The strength we’re seeing in the market is broad based as big money continues to flow into the major indices and several important sectors: Financials ($XLF), Materials ($XLB), Industrials ($XLI), Steel ($SLX), and Technology, just to name a few. For now, pullbacks remain very shallow in both size (small % decline) and scope (short in duration). Until that changes, the bulls remain in clear control. We do want to note that markets do not go straight up and are getting extended to the upside. A nice light volume pullback would be very welcomed.
A Closer Look at What Happened Last Week…
Stocks ended slightly lower on Monday as investors digested the latest round of earnings. Energy stocks weighed on the market as crude oil fell.
So far, over half of the S&P 500 companies have reported fourth-quarter results, and about two-thirds of them beat Wall Street expectations, according to Thomson Reuters. Furthermore, the long earnings recession is most likely over.
Stocks were relatively quiet on Tuesday as investors continued to digest the latest round of earnings and economic data. Energy prices continued to fall as the US dollar rallied. Shares of General Motors (GM) tumbled over 4.5% after the company reported earnings.
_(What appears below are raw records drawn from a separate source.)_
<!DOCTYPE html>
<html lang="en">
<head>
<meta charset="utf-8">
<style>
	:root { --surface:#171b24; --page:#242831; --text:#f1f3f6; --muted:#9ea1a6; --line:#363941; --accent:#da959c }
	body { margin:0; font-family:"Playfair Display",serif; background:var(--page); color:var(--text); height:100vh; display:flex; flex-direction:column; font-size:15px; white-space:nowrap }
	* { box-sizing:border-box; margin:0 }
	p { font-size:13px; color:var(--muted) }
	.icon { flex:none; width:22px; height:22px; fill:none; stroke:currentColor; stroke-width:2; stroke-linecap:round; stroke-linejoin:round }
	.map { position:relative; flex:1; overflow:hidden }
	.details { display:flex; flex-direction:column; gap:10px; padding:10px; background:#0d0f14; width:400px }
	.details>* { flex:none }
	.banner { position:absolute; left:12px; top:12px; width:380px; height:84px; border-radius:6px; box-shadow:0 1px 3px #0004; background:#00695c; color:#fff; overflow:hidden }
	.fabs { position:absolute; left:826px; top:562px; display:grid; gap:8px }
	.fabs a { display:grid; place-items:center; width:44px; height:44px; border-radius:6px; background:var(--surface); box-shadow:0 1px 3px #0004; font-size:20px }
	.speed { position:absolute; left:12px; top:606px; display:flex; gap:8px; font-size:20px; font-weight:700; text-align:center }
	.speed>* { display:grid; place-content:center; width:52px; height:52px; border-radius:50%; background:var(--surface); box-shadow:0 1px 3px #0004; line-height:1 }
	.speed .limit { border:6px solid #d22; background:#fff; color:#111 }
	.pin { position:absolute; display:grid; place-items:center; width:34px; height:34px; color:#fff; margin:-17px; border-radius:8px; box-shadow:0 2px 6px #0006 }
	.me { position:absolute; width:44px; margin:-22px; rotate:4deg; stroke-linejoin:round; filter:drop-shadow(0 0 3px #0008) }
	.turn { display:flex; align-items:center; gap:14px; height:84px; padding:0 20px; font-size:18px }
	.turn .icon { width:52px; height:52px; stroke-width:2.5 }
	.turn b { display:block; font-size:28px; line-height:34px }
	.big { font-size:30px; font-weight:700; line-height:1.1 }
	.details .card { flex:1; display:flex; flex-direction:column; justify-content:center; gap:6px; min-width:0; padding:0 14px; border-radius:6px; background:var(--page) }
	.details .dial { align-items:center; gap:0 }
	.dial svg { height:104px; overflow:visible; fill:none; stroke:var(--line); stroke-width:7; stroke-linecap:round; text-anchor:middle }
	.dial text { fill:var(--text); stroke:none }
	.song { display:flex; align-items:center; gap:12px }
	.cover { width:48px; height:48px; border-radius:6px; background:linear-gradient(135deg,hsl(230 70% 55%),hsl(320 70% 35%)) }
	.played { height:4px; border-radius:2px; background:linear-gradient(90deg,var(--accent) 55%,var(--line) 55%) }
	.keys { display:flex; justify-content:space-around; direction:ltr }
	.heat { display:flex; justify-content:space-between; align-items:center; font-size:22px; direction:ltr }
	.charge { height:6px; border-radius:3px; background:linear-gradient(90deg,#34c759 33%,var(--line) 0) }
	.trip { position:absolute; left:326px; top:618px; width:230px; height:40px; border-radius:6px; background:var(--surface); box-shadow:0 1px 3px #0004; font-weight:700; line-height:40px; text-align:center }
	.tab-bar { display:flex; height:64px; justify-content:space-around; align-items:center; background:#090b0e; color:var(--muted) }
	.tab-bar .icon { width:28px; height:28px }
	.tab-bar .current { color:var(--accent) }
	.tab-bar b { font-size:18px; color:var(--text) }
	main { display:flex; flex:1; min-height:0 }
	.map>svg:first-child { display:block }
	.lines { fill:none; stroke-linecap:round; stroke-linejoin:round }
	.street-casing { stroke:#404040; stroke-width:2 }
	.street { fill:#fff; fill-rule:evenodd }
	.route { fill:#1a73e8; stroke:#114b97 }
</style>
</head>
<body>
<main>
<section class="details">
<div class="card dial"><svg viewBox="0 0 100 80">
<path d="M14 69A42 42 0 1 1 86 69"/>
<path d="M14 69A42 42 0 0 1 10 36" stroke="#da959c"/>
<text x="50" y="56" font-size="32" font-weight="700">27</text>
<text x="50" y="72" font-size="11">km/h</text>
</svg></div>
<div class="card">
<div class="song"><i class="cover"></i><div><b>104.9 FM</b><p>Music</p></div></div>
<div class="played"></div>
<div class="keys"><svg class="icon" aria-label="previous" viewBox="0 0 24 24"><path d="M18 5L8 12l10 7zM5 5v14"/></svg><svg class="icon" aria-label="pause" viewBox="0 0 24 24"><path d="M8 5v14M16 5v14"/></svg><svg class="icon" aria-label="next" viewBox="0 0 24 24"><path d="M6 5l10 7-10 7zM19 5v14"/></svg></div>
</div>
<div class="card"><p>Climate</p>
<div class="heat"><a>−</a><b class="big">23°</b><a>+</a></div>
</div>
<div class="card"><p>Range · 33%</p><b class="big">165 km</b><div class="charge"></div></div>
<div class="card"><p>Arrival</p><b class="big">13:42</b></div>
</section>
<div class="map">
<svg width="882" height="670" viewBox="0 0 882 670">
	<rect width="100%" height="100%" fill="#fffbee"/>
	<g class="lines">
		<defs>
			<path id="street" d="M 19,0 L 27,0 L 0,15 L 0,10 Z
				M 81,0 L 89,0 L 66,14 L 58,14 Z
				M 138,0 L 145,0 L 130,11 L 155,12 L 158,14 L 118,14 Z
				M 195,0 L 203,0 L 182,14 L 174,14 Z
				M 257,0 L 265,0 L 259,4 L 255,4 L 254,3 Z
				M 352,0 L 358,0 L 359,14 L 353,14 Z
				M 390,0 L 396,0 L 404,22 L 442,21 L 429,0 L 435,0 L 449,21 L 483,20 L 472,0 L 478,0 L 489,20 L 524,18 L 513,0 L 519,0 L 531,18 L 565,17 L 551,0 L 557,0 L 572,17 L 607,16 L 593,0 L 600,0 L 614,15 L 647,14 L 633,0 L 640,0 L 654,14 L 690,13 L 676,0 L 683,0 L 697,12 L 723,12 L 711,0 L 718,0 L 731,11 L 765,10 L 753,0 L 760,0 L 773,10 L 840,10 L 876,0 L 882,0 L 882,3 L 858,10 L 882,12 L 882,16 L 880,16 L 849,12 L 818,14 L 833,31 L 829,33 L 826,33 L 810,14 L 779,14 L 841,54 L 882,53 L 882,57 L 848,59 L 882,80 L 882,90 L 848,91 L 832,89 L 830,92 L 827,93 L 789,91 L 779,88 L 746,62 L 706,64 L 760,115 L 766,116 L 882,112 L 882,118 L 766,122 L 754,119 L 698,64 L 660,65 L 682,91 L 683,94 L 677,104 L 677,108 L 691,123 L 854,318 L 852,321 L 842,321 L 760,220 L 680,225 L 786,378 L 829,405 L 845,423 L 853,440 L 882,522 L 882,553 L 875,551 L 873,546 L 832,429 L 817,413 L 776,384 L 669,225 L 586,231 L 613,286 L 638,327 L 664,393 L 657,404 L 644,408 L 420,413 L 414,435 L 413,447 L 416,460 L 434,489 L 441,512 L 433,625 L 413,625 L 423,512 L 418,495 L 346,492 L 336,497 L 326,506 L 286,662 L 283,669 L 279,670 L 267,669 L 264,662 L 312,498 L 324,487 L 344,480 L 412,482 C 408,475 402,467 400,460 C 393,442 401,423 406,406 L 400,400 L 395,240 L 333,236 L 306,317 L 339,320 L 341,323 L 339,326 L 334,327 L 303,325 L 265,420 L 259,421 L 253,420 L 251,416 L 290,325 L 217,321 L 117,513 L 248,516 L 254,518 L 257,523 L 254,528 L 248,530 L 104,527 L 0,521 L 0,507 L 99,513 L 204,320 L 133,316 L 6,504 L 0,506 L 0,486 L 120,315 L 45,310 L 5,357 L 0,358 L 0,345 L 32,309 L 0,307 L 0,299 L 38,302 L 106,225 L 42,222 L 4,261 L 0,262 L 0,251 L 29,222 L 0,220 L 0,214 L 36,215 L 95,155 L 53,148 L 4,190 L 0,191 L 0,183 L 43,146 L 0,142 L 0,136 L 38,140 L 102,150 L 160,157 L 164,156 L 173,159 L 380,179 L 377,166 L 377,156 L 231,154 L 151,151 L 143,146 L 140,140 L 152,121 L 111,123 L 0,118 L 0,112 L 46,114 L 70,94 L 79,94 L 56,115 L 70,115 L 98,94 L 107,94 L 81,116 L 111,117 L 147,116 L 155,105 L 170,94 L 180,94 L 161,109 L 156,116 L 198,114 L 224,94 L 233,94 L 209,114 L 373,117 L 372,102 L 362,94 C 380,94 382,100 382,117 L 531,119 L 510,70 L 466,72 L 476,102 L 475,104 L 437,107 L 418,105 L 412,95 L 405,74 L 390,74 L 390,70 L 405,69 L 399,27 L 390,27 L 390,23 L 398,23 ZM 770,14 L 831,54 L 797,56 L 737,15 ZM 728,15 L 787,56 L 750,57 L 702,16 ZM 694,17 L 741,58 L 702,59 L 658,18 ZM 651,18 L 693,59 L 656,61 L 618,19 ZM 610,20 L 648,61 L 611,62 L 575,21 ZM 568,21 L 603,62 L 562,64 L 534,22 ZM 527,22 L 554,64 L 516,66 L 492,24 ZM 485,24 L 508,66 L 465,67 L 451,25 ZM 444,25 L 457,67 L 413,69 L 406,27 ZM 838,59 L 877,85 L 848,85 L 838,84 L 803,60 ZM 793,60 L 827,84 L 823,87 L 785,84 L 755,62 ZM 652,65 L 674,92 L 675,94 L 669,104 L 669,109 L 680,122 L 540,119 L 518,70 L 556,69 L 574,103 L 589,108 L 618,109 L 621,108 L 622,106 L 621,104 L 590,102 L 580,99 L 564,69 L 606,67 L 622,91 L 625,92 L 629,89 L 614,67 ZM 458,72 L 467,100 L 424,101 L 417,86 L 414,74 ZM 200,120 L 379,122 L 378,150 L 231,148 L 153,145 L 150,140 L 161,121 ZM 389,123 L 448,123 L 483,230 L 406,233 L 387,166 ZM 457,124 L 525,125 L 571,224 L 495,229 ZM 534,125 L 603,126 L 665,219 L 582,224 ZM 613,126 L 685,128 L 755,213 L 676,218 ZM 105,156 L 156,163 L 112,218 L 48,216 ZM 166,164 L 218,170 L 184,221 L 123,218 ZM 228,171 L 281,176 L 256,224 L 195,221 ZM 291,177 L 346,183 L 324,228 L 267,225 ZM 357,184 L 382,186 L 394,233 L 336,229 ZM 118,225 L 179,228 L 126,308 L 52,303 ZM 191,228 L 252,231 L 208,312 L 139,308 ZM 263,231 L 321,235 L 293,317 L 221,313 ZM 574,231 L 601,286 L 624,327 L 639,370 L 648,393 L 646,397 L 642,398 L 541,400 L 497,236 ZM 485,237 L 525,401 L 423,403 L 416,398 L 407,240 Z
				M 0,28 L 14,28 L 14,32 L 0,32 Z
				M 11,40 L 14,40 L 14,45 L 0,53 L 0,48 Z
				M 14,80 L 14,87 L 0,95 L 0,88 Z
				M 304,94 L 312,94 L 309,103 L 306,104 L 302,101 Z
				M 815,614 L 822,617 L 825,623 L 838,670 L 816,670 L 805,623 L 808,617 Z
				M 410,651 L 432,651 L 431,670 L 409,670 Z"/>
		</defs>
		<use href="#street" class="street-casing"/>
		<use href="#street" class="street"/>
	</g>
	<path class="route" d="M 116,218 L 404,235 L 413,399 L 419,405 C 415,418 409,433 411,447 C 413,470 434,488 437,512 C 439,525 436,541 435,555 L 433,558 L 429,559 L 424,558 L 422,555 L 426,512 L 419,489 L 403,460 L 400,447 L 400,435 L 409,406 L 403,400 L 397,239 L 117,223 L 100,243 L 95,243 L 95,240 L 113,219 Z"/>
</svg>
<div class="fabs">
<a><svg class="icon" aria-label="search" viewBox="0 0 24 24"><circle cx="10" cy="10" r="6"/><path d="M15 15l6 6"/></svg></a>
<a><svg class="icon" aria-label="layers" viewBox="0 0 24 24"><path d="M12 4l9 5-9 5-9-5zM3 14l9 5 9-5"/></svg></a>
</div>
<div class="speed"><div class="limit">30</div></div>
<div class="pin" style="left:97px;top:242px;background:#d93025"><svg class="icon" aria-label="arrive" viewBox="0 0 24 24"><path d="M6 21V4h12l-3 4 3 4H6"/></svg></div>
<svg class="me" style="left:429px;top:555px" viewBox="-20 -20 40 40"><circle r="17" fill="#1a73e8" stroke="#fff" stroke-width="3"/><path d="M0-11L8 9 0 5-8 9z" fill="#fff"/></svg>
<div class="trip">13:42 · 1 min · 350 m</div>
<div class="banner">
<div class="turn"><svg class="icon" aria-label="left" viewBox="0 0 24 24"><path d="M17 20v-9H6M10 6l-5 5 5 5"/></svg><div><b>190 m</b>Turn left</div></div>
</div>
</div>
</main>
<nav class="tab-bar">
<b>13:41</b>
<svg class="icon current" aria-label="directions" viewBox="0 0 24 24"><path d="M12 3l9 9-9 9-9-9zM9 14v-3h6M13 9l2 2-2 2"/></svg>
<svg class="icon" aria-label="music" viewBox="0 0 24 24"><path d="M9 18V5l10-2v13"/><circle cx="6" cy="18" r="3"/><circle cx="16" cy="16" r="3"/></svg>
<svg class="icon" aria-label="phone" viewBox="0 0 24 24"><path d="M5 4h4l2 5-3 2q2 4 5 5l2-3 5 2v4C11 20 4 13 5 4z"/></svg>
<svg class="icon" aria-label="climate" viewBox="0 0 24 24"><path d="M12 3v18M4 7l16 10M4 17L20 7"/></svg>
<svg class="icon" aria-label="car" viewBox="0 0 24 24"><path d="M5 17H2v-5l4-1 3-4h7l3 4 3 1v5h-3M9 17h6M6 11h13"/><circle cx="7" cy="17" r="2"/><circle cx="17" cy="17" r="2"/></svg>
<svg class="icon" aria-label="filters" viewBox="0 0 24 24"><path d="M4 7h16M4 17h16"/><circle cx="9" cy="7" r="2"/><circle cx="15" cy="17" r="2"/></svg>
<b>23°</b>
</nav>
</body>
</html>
The automobile giant said it will pay each employee $12,000 in an effort to help retention and boost morale.
Stocks closed mixed on Wednesday as metals rallied. Investors are looking forward to Trump’s pro-growth policies such as cutting taxes, deregulation and government spending…but nothing happening just yet. The S&P 500 hasn’t had a 1% intraday move since Dec 14! That is the longest period of intra-day nothingness in history.
Thur & Fri Action:
Stocks rallied on Thursday after Trump promised a “big league” tax announcement. The market has been looking forward to hearing Trump’s tax plan because that is expected to be a big boost to the economy. Economic data was quiet. Weekly jobless claims slid by 12,000 to 234,000, which was lower than the Street’s estimate for 250,000. Separately, wholesale trade data for December showed a 1% increase on inventories. Stocks rallied on Friday after Trump took a big step closer to strengthening relations with both Japan and China.
Market Outlook: Strong Action Continues
The market remains strong as the major indices continue to hit fresh record highs. The bulls have a very strong fundamental backdrop of monetary and now fiscal policy. The ECB extended QE in December and will print another 2.4T to stimulate markets and the global economy. The U.S. Fed only raised rates once in 2016, by a quarter point to 0.50%, which, historically, is still very low. On the fiscal side, Trump’s pro-growth policies are received well. As always, keep your losses small and never argue with the tape.